The selective removal of suppressive factors from the transferred cells is an attractive strategy. ACT regimen may be improved by depleting CD4+ cells or Tregs, or using antibodies to block inhibitory signals on lymphocytes such as CTLA4, PD-1, or transforming growth factor β. The B7-H1/PD-1 interaction seems to be particularly important in RCC and needs to be considered (84). We and others have reported increased levels of Tregs in peripheral blood mononuclear cells of RCC patients, compared with healthy donors, and their frequency was significantly higher in TILs than peripheral blood mononuclear cell (85–87). In addition, we found that higher Treg level was associated with adverse overall survival (87). Based on these findings, we have done a phase I clinical trial by the adoptive transfer of Treg-depleted (using anti-CD25 magnetic beads) autologous T cells in patients with advanced RCC following conditioning chemotherapy (88). However, this approach provided only a transient reduction of circulating Treg levels, which was associated with improved antitumor immune response. Interestingly, the patient with increased antitumor response had the highest baseline Treg level.
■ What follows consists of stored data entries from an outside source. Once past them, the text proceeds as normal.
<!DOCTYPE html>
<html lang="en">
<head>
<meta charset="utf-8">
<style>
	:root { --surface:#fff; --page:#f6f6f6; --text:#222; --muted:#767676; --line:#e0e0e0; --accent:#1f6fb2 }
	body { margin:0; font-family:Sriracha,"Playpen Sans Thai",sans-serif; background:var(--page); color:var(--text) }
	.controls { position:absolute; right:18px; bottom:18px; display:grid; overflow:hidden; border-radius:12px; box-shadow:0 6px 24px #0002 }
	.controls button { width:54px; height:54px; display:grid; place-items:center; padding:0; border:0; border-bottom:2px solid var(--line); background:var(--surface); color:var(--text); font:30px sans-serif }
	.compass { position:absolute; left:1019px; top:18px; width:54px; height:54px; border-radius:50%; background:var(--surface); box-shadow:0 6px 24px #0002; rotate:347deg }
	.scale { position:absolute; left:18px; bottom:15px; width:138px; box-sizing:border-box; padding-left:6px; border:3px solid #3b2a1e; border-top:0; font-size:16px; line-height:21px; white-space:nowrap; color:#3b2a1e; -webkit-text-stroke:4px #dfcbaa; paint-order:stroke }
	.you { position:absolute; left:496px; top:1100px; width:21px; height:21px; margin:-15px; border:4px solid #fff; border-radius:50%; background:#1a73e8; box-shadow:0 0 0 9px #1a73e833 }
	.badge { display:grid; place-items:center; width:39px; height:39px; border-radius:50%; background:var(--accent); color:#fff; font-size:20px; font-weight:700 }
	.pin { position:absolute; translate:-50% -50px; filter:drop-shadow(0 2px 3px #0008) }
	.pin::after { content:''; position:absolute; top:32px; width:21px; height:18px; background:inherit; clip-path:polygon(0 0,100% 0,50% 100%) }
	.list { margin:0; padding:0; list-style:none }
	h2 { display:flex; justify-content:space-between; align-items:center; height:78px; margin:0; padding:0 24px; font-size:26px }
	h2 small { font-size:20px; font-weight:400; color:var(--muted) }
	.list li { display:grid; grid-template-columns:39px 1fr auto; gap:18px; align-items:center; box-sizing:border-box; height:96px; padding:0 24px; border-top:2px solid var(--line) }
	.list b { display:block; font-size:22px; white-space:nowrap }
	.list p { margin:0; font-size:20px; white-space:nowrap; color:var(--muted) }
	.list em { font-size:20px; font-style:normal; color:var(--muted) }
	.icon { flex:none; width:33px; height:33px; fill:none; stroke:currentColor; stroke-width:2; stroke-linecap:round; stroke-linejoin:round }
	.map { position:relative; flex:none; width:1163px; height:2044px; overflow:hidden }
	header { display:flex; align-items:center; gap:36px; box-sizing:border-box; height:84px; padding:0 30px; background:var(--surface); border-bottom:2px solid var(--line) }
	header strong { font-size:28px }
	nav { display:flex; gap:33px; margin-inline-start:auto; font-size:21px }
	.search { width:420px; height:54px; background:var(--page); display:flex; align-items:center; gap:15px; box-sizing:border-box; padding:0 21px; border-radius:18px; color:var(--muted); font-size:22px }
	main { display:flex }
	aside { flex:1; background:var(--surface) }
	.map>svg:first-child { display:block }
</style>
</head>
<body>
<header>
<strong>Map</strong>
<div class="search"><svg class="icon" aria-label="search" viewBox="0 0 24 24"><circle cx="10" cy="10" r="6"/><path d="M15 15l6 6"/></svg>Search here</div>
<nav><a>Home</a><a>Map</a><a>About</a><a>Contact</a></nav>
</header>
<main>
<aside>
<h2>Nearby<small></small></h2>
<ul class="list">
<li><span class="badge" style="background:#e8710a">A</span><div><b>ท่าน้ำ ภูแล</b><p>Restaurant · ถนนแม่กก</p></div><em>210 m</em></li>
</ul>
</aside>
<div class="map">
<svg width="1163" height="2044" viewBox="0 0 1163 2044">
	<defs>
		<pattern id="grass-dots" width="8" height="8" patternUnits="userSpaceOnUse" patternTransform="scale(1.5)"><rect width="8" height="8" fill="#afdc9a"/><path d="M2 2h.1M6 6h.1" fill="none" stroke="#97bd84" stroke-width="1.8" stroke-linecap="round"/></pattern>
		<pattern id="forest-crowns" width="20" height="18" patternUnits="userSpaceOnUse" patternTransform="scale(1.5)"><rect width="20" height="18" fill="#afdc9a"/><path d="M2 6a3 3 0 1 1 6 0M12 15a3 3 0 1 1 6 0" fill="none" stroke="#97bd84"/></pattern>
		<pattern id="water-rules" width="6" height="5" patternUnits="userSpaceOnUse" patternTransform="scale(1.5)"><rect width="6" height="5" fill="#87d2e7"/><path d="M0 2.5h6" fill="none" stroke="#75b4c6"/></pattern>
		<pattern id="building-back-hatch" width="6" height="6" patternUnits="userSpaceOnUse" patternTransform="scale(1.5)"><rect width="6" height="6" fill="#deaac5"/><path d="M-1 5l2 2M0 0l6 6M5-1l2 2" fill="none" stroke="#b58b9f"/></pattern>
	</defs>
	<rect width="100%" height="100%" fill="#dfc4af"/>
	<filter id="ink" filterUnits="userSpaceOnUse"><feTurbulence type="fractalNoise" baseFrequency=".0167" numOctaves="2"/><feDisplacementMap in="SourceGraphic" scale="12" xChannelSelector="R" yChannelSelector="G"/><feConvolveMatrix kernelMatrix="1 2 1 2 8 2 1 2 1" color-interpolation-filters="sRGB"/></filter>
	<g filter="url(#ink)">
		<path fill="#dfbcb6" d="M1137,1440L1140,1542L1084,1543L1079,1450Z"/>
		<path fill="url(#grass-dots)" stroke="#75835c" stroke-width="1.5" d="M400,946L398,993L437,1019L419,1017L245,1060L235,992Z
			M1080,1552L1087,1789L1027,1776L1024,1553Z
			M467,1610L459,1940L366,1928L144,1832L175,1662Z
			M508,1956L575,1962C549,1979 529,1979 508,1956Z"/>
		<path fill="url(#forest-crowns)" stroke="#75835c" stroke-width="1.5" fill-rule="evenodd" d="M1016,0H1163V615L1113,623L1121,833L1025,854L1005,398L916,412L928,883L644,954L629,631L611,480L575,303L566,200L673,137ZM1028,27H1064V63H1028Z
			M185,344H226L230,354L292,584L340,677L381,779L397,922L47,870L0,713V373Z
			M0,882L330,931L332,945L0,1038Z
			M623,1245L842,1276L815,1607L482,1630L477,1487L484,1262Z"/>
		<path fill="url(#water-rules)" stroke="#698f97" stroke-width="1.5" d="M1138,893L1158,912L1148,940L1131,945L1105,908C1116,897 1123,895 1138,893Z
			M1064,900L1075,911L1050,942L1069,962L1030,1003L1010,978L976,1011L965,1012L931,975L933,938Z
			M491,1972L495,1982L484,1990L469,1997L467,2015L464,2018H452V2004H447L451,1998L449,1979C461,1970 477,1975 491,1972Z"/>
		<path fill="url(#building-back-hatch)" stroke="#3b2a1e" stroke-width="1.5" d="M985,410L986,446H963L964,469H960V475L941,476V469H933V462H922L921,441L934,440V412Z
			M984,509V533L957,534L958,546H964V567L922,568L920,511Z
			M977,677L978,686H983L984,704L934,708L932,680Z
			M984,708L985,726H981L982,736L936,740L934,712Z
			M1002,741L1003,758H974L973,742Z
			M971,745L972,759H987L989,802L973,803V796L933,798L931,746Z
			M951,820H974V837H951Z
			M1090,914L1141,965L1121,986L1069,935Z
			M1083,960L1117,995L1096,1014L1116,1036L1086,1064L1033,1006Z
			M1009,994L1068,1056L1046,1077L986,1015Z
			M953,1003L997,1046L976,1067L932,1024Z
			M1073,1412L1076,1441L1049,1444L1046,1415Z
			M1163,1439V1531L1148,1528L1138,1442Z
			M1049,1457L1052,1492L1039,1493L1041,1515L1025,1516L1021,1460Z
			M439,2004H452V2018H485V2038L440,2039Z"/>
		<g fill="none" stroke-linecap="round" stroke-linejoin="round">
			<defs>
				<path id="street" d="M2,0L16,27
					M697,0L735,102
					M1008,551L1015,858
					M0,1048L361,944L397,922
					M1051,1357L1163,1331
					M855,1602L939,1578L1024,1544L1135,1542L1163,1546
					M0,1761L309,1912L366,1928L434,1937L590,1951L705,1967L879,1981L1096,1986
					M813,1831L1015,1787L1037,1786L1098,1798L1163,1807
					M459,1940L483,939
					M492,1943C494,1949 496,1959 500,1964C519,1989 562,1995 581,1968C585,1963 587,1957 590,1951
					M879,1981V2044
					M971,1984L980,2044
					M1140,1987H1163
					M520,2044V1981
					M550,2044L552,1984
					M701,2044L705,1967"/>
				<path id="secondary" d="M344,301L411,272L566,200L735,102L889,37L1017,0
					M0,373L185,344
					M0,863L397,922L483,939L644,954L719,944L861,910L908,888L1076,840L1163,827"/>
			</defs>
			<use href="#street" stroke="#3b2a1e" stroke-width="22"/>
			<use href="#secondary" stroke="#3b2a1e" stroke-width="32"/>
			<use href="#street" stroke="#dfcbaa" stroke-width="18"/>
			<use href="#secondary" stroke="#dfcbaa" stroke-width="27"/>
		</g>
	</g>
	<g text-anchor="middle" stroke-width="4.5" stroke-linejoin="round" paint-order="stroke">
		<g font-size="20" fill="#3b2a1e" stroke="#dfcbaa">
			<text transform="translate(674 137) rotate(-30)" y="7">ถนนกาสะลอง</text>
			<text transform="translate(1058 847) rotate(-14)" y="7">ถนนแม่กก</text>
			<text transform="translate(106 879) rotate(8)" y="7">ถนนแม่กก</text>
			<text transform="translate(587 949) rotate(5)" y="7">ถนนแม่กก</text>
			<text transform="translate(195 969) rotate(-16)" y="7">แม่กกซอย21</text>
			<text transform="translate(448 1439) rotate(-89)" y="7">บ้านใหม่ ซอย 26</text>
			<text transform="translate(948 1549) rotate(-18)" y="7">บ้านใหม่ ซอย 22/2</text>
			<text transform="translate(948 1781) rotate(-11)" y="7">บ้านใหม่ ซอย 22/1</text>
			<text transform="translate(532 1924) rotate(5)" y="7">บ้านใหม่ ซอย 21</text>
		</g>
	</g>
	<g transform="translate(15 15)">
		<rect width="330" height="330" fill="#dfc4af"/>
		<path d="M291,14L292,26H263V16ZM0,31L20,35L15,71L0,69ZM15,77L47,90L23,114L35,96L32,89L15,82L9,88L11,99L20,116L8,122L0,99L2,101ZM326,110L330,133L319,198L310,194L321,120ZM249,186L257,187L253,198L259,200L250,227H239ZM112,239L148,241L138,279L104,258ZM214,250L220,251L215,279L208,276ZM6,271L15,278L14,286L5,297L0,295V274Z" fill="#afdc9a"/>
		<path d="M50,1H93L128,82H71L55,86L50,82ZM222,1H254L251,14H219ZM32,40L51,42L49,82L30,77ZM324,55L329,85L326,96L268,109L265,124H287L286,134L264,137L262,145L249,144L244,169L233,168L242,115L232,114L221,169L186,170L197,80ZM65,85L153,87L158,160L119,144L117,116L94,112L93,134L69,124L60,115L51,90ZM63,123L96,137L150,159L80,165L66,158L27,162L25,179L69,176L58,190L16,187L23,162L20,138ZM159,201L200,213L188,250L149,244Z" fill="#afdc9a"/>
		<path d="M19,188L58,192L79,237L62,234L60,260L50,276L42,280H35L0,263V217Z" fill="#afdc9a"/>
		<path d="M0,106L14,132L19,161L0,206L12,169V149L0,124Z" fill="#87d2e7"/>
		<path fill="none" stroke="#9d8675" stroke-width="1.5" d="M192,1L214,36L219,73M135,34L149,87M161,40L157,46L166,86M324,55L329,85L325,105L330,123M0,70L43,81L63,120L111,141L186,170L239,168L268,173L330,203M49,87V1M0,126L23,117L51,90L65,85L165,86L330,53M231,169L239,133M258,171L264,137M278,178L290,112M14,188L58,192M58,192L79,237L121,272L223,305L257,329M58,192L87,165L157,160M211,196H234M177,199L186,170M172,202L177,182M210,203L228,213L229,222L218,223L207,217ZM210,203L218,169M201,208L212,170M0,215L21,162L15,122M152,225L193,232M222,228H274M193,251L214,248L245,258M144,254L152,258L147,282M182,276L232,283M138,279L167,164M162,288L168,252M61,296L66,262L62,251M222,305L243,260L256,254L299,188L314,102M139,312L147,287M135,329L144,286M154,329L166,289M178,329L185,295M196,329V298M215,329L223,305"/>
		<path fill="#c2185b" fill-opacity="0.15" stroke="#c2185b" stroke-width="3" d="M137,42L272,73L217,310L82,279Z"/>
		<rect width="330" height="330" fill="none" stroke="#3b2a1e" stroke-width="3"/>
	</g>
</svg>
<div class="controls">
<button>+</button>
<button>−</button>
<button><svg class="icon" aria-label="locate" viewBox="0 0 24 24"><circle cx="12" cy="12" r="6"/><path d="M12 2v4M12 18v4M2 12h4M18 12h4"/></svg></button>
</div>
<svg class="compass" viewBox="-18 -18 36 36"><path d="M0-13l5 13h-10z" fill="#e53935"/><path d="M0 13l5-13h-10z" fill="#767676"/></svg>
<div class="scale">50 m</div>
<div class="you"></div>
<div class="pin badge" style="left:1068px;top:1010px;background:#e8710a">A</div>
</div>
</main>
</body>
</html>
We have previously discussed the limitations associated with Treg targeting and the striking need for specific surface markers expressed solely on Tregs, and novel agents targeting Tregs selectively (89). Curiel (90) has also summarized the main strategies for managing Treg in cancer immunotherapy and the advantages for inhibiting Treg activity over their depletion (91).
T-cell immunotherapy–induced autoimmunity
A major problem of the transfer of genetically modified T cells is the possible induction of either on-target or off-target autoimmune reaction (19, 50). Although this is a difficult problem to tackle, a readily available technique might represent a feasible solution. The suicide gene is a newly developed safeguard method aimed at the selective inhibition of the transferred T-cell function. This is achieved by introducing a specific gene into the genetically modified T cells. In case of autoimmunity, the suicide gene is activated in vivo, which results in the transduced lymphocyte lysis (92, 93).
Treatment of MRCC represents a great dilemma in clinical practice. Although there are currently number of therapeutic options available such as immunomodulating cytokines and the antiangiogenic targeted agents, these are commonly toxic and generally only of palliative benefit. High-dose IL-2 can produce occasional durable responses and give hope that this can be built upon with improved cellular immunotherapy. Cellular immunotherapy has been used to treat cancer patients, and has been shown to be a powerful therapeutic tool in melanoma. RCC is an immunosensitive tumor but unlike melanoma, ACT has not yet been successful and more work is still required to improve its efficacy in RCC. Recent developments in generating sufficient numbers of TILs together with current lymphodepletion protocols are being investigated and warrant further development. Identifying new TAA, optimizing the identification, isolation/modification, and expansion of tumor-specific T cells are all important areas to be considered for improving T cell–based immunotherapy. Finally, the considerable success of cellular immunotherapy in some cancers especially melanoma warrants further efforts in applying this treatment to metastatic renal cancer.
Disclosure of Potential Conflicts of Interest
No potential conflicts of interest were disclosed.